WHAT TO DO
Filter the entries beneath this task, copying only the lines that hold the word "names".
PROVIDED ENTRIES below:
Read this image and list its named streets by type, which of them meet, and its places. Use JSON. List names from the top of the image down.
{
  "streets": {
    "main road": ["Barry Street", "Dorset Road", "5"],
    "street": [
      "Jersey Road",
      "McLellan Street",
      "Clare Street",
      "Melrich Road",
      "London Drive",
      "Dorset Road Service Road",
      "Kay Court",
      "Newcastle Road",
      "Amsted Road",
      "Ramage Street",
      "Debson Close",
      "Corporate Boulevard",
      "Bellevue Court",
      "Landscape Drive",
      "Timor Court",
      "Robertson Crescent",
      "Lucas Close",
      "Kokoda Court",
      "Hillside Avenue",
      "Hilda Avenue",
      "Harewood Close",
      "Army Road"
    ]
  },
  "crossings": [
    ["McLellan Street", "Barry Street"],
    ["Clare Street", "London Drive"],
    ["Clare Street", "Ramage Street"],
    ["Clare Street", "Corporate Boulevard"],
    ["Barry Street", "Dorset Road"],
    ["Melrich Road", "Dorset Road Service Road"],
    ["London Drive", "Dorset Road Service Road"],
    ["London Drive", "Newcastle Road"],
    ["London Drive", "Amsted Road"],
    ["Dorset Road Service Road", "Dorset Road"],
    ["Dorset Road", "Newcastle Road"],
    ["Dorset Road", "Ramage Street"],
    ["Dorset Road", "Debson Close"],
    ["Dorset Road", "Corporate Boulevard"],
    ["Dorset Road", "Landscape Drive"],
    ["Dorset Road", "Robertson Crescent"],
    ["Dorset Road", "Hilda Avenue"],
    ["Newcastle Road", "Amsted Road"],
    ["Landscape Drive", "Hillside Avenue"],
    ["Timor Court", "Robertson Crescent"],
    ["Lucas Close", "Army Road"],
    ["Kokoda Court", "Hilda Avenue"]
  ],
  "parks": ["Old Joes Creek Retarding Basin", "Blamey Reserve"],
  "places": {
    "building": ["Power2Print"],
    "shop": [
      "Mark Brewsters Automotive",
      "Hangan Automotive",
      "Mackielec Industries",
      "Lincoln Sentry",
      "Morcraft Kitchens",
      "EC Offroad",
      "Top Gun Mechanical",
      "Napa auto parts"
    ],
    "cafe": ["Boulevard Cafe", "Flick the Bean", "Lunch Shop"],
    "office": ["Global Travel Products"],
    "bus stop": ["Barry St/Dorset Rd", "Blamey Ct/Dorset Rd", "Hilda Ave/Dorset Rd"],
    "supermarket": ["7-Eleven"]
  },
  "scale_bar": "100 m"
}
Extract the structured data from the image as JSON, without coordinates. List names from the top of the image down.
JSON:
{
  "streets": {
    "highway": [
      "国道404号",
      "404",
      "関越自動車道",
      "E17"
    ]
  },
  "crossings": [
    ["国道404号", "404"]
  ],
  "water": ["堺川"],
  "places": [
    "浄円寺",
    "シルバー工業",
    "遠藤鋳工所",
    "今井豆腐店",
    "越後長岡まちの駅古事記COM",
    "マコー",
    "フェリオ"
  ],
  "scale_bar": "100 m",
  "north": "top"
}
End of PROVIDED ENTRIES.
TASK SOLUTION
Read this image and list its named streets by type, which of them meet, and its places. Use JSON. List names from the top of the image down.
Extract the structured data from the image as JSON, without coordinates. List names from the top of the image down.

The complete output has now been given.